Your task - Copy out the data below verbatim.

Provided data -

******************************

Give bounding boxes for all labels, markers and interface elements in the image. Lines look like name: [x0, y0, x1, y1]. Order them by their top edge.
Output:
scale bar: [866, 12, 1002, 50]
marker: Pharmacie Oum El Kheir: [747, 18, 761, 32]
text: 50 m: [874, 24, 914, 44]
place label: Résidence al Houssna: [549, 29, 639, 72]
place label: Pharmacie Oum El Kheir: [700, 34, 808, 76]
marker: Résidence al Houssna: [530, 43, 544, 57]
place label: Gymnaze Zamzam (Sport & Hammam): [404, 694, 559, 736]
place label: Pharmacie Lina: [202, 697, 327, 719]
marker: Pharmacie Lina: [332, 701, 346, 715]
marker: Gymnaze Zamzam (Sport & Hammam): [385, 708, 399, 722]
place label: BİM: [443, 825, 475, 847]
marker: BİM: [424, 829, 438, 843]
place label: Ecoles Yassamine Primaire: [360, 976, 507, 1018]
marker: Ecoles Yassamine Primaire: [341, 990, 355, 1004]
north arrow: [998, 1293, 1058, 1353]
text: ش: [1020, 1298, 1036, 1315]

******************************

Task solution -
Give bounding boxes for all labels, markers and interface elements in the image. Lines look like name: [x0, y0, x1, y1]. Order them by their top edge.
Output:
scale bar: [866, 12, 1002, 50]
marker: Pharmacie Oum El Kheir: [747, 18, 761, 32]
text: 50 m: [874, 24, 914, 44]
place label: Résidence al Houssna: [549, 29, 639, 72]
place label: Pharmacie Oum El Kheir: [700, 34, 808, 76]
marker: Résidence al Houssna: [530, 43, 544, 57]
place label: Gymnaze Zamzam (Sport & Hammam): [404, 694, 559, 736]
place label: Pharmacie Lina: [202, 697, 327, 719]
marker: Pharmacie Lina: [332, 701, 346, 715]
marker: Gymnaze Zamzam (Sport & Hammam): [385, 708, 399, 722]
place label: BİM: [443, 825, 475, 847]
marker: BİM: [424, 829, 438, 843]
place label: Ecoles Yassamine Primaire: [360, 976, 507, 1018]
marker: Ecoles Yassamine Primaire: [341, 990, 355, 1004]
north arrow: [998, 1293, 1058, 1353]
text: ش: [1020, 1298, 1036, 1315]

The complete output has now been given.